WORK TASK:
Using the data beneath this instruction, retype only the lines from the one that contains "position:relative; width:446px; height:2067px;" down to the one that contains "filter:drop-shadow(0 0 1px", both included, exactly as they appear.

MATERIAL PROVIDED:

┌──

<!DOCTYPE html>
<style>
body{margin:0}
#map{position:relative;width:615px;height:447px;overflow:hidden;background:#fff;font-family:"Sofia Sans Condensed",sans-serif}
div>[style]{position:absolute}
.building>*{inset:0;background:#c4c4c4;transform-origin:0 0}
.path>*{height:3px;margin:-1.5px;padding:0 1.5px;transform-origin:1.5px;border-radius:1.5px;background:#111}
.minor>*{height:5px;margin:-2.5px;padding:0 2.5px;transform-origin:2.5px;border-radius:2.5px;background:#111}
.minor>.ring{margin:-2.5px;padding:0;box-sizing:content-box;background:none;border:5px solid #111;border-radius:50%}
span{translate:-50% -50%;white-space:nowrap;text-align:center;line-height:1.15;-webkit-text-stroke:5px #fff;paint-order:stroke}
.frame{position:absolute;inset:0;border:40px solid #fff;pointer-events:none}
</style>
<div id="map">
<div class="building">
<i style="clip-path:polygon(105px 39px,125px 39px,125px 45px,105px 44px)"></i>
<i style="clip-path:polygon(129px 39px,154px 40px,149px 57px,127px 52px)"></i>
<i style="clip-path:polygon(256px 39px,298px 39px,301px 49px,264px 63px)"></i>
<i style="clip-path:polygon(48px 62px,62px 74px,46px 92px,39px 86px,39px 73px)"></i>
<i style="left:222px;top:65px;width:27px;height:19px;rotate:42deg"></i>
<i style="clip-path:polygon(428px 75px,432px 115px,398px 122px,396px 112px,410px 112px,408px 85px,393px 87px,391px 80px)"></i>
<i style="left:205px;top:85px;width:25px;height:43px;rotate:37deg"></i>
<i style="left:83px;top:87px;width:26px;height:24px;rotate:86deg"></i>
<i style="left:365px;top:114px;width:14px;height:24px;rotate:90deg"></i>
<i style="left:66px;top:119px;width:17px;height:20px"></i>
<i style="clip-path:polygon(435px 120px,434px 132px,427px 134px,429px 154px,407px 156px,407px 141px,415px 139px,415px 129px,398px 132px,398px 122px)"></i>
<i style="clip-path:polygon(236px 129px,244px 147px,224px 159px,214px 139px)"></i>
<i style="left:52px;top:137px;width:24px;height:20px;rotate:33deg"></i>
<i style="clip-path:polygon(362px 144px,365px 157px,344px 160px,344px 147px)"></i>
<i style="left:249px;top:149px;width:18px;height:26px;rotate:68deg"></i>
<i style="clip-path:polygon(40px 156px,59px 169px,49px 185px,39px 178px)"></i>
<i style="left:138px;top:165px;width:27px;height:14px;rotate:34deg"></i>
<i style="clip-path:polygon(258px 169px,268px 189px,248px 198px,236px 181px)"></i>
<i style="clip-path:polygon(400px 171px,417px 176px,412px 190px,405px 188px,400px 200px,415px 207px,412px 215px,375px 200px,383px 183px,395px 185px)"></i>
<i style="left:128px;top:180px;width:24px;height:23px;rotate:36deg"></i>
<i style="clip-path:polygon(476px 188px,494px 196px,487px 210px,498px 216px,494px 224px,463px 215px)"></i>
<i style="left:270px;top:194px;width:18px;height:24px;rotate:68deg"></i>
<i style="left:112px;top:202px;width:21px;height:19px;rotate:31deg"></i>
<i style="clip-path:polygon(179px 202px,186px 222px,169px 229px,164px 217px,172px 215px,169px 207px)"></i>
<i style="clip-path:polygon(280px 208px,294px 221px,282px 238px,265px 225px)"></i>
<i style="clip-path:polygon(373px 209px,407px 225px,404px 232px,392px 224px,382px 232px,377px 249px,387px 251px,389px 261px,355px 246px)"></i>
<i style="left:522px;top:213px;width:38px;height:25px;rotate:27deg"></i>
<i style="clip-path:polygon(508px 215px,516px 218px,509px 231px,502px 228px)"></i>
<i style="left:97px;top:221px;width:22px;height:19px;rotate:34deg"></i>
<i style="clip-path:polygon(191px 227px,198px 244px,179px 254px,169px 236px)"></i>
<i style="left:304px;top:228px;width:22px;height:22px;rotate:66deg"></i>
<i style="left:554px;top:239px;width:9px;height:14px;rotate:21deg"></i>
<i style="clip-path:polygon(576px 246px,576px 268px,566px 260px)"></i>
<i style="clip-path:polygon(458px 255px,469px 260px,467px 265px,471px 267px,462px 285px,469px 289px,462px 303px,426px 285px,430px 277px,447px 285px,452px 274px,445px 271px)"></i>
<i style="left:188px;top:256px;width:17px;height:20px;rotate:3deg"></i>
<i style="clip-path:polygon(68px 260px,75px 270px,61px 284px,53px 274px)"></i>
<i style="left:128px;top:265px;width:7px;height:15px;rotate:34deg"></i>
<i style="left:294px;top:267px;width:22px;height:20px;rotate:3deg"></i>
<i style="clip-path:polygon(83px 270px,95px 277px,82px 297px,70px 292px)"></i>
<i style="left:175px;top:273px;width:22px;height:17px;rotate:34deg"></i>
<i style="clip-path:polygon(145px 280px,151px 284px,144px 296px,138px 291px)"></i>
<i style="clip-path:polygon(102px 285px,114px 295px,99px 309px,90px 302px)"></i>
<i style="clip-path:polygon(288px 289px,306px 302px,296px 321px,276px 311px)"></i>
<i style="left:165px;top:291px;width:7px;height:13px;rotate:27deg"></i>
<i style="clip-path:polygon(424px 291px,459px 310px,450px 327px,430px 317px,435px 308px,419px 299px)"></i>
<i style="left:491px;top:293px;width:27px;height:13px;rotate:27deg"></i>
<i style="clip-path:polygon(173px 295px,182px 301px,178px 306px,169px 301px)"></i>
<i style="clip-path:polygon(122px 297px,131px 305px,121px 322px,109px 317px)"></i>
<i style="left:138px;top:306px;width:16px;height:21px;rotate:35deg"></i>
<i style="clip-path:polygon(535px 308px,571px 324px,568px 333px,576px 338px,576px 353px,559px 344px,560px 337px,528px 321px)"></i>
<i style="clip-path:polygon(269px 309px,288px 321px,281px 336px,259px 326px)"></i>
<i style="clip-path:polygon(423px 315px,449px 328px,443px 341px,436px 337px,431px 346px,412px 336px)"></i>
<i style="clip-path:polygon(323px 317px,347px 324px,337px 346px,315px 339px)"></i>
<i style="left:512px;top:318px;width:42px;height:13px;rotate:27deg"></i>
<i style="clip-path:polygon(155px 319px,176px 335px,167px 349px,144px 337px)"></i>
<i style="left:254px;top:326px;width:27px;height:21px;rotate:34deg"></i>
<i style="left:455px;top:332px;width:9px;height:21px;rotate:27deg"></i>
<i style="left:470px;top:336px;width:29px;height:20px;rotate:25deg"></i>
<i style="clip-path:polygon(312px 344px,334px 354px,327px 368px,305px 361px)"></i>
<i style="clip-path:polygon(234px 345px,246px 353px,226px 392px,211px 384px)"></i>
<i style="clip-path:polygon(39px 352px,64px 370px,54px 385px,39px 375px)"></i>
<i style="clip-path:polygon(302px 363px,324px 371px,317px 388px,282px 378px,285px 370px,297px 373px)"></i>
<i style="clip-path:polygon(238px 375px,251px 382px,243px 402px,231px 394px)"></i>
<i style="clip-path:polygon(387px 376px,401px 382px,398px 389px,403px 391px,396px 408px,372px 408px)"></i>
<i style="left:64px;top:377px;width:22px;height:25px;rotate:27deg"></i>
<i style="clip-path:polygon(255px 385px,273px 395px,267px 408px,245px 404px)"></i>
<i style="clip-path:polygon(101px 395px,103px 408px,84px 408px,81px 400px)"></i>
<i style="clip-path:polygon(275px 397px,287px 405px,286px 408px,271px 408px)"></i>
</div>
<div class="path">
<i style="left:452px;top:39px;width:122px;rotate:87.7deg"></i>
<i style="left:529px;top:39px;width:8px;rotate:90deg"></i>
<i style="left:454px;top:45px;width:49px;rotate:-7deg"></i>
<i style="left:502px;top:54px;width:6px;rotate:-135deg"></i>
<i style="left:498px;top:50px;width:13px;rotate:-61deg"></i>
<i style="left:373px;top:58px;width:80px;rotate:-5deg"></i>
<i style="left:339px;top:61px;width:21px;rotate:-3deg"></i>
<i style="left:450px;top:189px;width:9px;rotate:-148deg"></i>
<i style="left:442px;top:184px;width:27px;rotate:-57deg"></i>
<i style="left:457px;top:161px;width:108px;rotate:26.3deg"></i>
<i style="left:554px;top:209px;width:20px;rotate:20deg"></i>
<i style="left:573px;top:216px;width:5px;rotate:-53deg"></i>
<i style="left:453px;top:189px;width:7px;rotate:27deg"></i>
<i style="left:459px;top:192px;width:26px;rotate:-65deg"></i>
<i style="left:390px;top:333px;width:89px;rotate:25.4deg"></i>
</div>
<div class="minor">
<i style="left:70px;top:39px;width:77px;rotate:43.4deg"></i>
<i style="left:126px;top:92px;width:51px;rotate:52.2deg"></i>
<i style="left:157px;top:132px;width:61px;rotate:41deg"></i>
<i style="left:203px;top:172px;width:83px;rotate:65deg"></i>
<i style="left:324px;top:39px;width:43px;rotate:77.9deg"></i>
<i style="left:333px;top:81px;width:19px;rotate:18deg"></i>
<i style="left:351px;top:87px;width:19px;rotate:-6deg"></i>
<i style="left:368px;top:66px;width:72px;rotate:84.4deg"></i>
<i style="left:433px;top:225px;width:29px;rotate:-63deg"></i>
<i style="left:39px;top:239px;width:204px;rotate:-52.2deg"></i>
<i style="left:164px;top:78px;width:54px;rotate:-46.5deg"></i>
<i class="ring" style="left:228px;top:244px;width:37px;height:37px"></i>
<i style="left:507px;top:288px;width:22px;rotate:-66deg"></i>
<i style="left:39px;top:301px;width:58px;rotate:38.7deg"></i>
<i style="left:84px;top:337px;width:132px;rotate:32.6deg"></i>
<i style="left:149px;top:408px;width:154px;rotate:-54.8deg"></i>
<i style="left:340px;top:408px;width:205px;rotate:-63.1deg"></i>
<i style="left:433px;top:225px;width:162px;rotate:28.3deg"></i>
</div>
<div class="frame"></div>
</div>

└──
┌──

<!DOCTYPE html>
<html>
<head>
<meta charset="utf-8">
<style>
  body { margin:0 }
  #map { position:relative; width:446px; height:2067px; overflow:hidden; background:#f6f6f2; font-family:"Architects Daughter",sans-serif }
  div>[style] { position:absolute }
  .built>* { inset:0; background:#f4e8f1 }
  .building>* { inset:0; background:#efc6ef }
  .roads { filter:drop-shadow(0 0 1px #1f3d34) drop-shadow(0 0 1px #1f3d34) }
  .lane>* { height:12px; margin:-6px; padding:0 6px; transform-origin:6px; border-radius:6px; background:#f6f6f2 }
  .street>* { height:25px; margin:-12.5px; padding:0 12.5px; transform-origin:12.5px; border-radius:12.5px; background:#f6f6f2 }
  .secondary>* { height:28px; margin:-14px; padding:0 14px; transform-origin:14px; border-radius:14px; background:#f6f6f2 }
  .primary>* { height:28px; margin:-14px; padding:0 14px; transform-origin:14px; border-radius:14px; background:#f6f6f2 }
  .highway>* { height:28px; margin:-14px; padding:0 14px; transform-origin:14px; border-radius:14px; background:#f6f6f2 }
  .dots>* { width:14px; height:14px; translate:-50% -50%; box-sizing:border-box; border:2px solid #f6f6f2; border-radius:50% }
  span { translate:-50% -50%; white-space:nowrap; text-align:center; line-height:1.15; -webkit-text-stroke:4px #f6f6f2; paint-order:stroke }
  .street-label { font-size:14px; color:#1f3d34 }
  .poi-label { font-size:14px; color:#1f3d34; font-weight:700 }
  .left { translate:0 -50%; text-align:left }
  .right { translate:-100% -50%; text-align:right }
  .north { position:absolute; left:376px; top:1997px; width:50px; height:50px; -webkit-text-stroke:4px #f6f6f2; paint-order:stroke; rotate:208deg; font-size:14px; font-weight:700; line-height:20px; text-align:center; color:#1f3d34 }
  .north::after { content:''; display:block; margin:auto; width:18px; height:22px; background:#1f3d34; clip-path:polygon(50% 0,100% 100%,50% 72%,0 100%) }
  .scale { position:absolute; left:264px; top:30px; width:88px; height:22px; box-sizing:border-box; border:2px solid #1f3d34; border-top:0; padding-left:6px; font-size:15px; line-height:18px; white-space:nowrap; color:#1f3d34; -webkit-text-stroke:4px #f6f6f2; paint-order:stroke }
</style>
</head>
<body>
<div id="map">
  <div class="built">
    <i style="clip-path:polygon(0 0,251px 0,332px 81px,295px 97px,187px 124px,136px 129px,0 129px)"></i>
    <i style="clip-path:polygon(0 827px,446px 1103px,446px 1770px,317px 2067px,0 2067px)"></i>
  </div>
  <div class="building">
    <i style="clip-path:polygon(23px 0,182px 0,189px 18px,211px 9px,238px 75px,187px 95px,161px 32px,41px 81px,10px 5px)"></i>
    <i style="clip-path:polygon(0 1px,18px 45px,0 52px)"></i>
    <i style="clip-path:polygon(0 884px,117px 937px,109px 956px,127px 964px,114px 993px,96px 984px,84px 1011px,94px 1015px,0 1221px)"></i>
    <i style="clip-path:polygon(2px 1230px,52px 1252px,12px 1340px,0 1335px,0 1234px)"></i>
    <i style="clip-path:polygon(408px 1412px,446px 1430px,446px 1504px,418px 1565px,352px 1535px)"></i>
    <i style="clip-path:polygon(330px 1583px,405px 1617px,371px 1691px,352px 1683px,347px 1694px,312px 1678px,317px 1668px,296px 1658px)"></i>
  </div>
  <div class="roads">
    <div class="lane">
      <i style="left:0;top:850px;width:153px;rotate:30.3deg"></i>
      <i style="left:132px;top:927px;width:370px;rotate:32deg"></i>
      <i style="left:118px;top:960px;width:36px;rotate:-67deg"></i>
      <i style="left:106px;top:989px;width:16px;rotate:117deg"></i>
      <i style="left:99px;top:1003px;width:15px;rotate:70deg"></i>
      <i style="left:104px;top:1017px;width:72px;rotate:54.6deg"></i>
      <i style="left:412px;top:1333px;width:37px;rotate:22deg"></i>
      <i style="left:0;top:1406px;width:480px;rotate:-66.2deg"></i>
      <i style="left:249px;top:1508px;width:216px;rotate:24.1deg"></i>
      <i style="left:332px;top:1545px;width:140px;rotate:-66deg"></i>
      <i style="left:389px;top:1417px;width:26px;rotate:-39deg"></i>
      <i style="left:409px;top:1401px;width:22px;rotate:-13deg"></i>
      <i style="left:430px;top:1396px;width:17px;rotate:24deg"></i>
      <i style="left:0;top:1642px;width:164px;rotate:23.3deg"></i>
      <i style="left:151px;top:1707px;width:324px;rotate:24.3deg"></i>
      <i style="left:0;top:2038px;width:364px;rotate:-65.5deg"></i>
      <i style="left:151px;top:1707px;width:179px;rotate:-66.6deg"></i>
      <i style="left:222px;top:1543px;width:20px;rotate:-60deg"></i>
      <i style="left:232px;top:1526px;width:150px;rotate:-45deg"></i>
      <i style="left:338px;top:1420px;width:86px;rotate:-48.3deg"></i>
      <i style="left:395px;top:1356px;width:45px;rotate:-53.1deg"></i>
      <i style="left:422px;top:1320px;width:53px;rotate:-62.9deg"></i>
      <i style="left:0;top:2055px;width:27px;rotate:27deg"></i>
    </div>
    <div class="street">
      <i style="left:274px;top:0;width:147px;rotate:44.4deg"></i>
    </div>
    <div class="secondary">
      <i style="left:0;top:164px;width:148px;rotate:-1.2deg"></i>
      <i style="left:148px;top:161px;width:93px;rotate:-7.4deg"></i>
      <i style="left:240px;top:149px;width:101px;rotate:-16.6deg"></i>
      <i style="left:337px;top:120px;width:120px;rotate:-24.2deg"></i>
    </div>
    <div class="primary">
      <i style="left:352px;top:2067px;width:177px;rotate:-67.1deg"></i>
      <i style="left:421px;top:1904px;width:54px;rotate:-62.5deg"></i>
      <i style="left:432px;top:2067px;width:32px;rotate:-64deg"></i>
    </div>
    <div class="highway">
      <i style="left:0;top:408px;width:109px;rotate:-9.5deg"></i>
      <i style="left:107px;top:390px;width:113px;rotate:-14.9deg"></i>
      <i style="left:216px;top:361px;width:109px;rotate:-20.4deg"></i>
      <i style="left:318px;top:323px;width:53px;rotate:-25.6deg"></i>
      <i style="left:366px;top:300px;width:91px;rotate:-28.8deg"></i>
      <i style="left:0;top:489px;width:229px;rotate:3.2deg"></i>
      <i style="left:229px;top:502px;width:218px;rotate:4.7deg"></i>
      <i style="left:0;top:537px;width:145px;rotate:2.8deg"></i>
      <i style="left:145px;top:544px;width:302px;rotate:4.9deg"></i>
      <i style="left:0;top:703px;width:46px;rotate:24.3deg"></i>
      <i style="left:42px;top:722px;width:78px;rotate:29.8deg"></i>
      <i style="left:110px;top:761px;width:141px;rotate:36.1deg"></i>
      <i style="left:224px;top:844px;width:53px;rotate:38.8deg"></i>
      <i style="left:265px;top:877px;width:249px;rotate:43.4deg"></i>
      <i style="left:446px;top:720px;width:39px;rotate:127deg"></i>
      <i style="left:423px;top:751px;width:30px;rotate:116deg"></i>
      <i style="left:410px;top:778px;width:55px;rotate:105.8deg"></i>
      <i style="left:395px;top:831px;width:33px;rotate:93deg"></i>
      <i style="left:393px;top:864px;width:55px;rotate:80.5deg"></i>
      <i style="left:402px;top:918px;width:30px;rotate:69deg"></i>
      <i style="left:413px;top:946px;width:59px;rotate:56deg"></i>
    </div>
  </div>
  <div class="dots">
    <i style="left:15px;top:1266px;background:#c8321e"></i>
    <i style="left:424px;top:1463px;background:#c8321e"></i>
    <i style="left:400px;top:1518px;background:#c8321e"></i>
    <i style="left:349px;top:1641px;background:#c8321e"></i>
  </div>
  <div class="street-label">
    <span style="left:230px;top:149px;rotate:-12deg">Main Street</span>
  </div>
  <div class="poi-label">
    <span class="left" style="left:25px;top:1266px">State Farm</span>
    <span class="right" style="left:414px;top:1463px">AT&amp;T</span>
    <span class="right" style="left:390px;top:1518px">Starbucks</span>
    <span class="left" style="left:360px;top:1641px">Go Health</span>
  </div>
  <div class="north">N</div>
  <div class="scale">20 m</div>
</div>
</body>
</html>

└──

SOLUTION:
  #map { position:relative; width:446px; height:2067px; overflow:hidden; background:#f6f6f2; font-family:"Architects Daughter",sans-serif }
  div>[style] { position:absolute }
  .built>* { inset:0; background:#f4e8f1 }
  .building>* { inset:0; background:#efc6ef }
  .roads { filter:drop-shadow(0 0 1px #1f3d34) drop-shadow(0 0 1px #1f3d34) }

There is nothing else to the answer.